Suppose that I have the following code:

int main (int argc, const char * argv[]) 
{
    int a = 20, b = 25;
    {
        int temp1;
        printf("&temp1 is %ld\n" , &temp1);
    }

    {
        int temp2;
        printf("&temp2 is %ld\n" , &temp2);
    }
    return 0;
}

Why am I not getting the same address in both printouts? I am getting that temp2 is one int away from temp1, as if temp1 was never recycled.

My expectation is for the stack to contain 20, and 25. Then have temp1 on top, then have it removed, then have temp2 on top, then have it removed.

I am using gcc on Mac OS X.

Note that I am using the -O0 flag for compiling without optimizations.

Tho those wondering about the background for this question: I am preparing teaching materials on C, and I am trying to show the students that they should not only avoid returning pointers to automatic variables from functions, but also to avoid taking the address of variables from nested blocks and dereferencing them outside. I was trying to demonstrate how this causes problems, and couldn't get the screenshot.

Upvotes: 11

Views: 633

Answers (6)

sigjuice
sigjuice

Reputation: 29797

I believe the C standard just talks about the scope and lifetime of variables defined in a block. It makes no promises about how the variables interact with the stack or if a stack even exists.

Upvotes: 4

Juliano
Juliano

Reputation: 41475

There is no standard that sets how variables are placed on the stack. What happens in the compiler is much more complicated. In your code, the compiler may even choose to completely ignore and suppress variables a and b.

During the many stages of the compiler, the code may be converted to it's SSA form, and all stack variables lose their addresses and meanings in this form (it may even make it harder for the debugger).

Stack space is very cheap, in the sense that the time to allocate either 2 or 20 variables is constant. Also, stack space is very dynamic for most function calls, since with the exception of a few functions (those nearer main() and thread-entry functions, with long-lived event loops or so), they tend to complete quickly. So, you just don't bother with them.

Upvotes: 1

Alex B
Alex B

Reputation: 84972

I remember reading something about it. All I have now is this obscure link.

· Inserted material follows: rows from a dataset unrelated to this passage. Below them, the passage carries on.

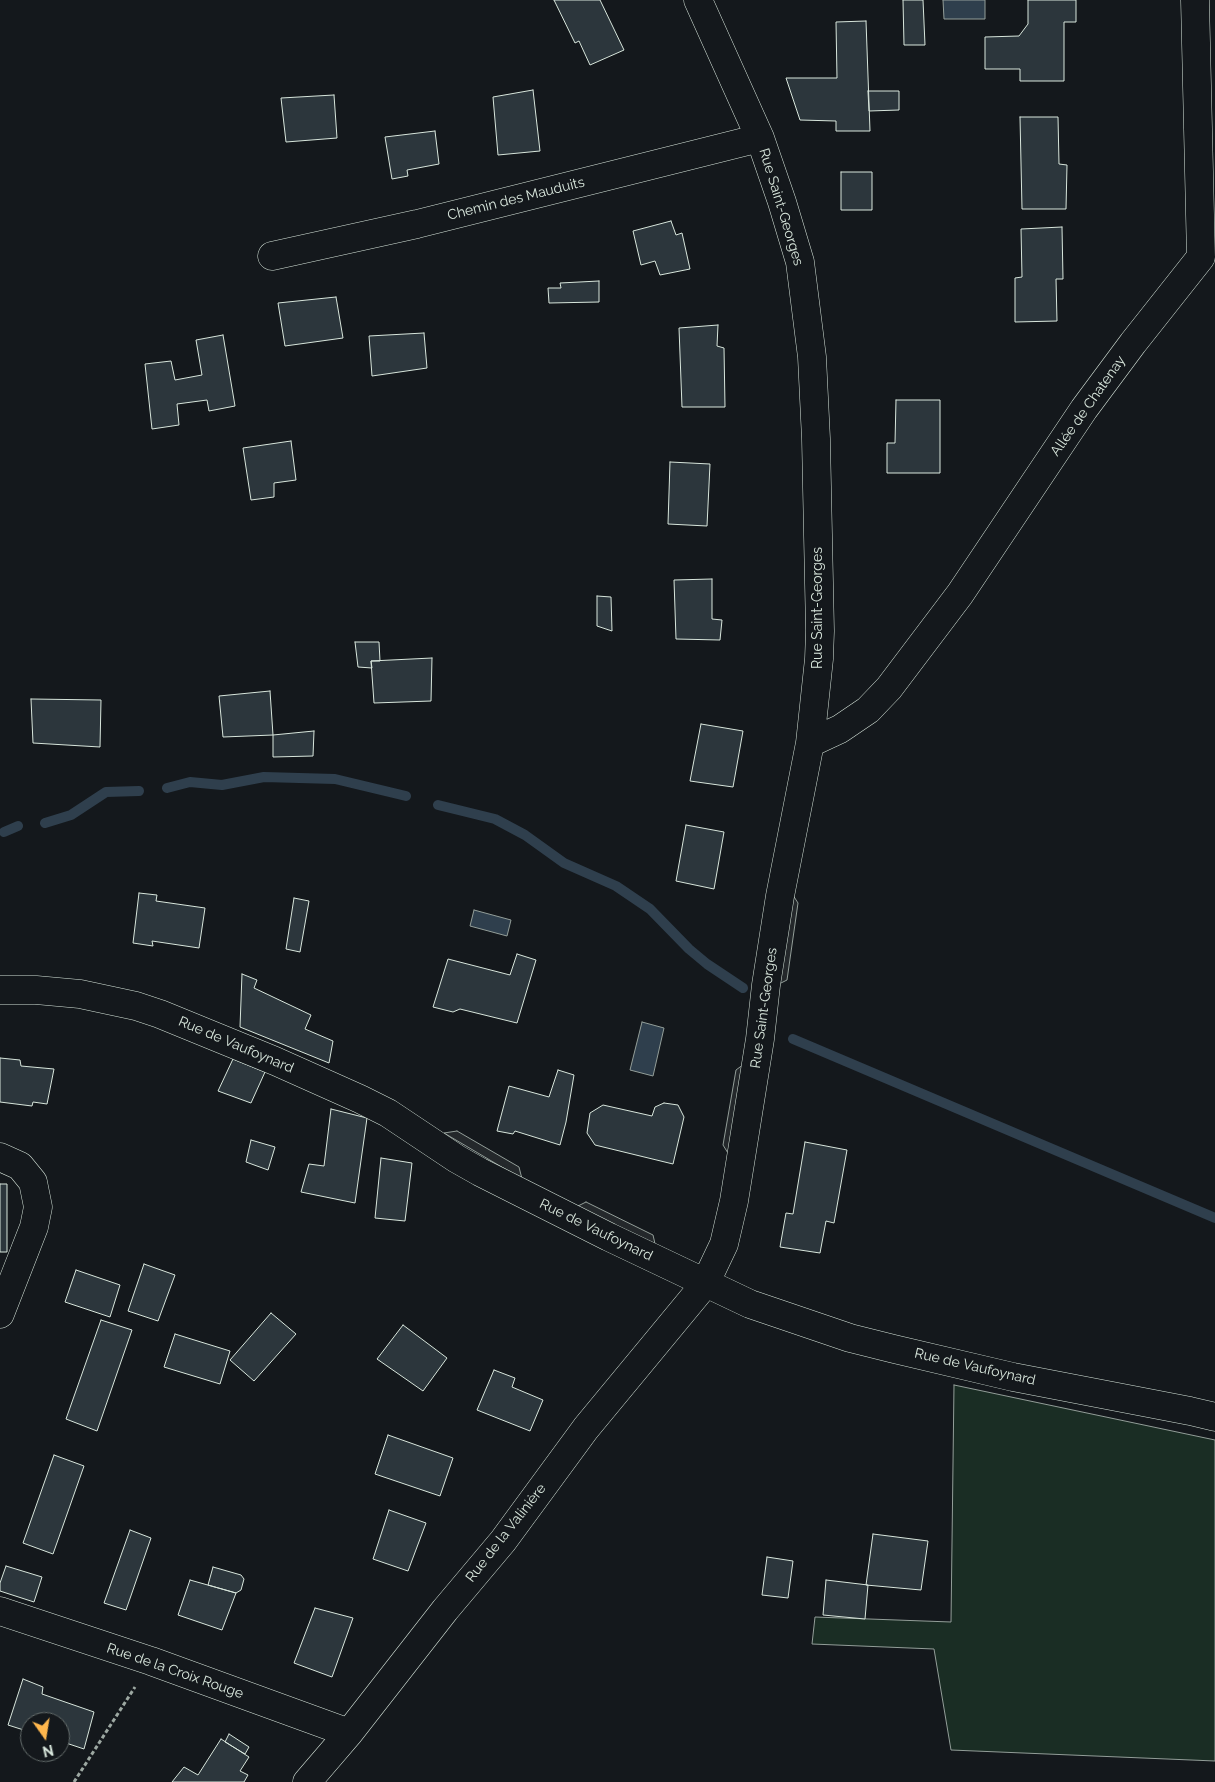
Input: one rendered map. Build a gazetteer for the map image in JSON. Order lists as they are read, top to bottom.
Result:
{
  "streets": {
    "street": [
      "Chemin des Mauduits",
      "Rue Saint-Georges",
      "Allée de Chatenay",
      "Rue de Vaufoynard",
      "Rue de la Valinière",
      "Rue de la Croix Rouge"
    ]
  },
  "crossings": [
    ["Chemin des Mauduits", "Rue Saint-Georges"],
    ["Rue Saint-Georges", "Allée de Chatenay"],
    ["Rue Saint-Georges", "Rue de Vaufoynard"],
    ["Rue Saint-Georges", "Rue de la Valinière"],
    ["Rue de Vaufoynard", "Rue de la Valinière"],
    ["Rue de la Valinière", "Rue de la Croix Rouge"]
  ],
  "north": "bottom"
}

Just to let everybody know (and for the sake of the archives), it appears to be our kernel extension is running into a known limitation of GCC. Just to recap, we have a function in a very portable, very lightweight library, that for some reason is getting compiled with a 1600+ byte stack when compiled on/for Darwin. No matter what compiler options I tried, and what optimization levels I used, the stack was no smaller than 1400 "machine check" panic in pretty reproducible (but not frequent) situations.

After a lot of searching on the Web, learning some i386 assembly and talking to some people who are much better at assembly, I have learned that GCC is somewhat notorious for having horrid stack allocation. [...]

Apparently this is gcc's dirty little secret, except it's not much of a secret to some--Linus Torvalds has complained several times on various lists about the gcc stack allocation (search lkml.org for "gcc stack usage"). Once I knew what to search for, there was plenty of griping about gcc's subpar allocation of stack variables, and in particular, it's inability to re-use stack space for variables in different scopes.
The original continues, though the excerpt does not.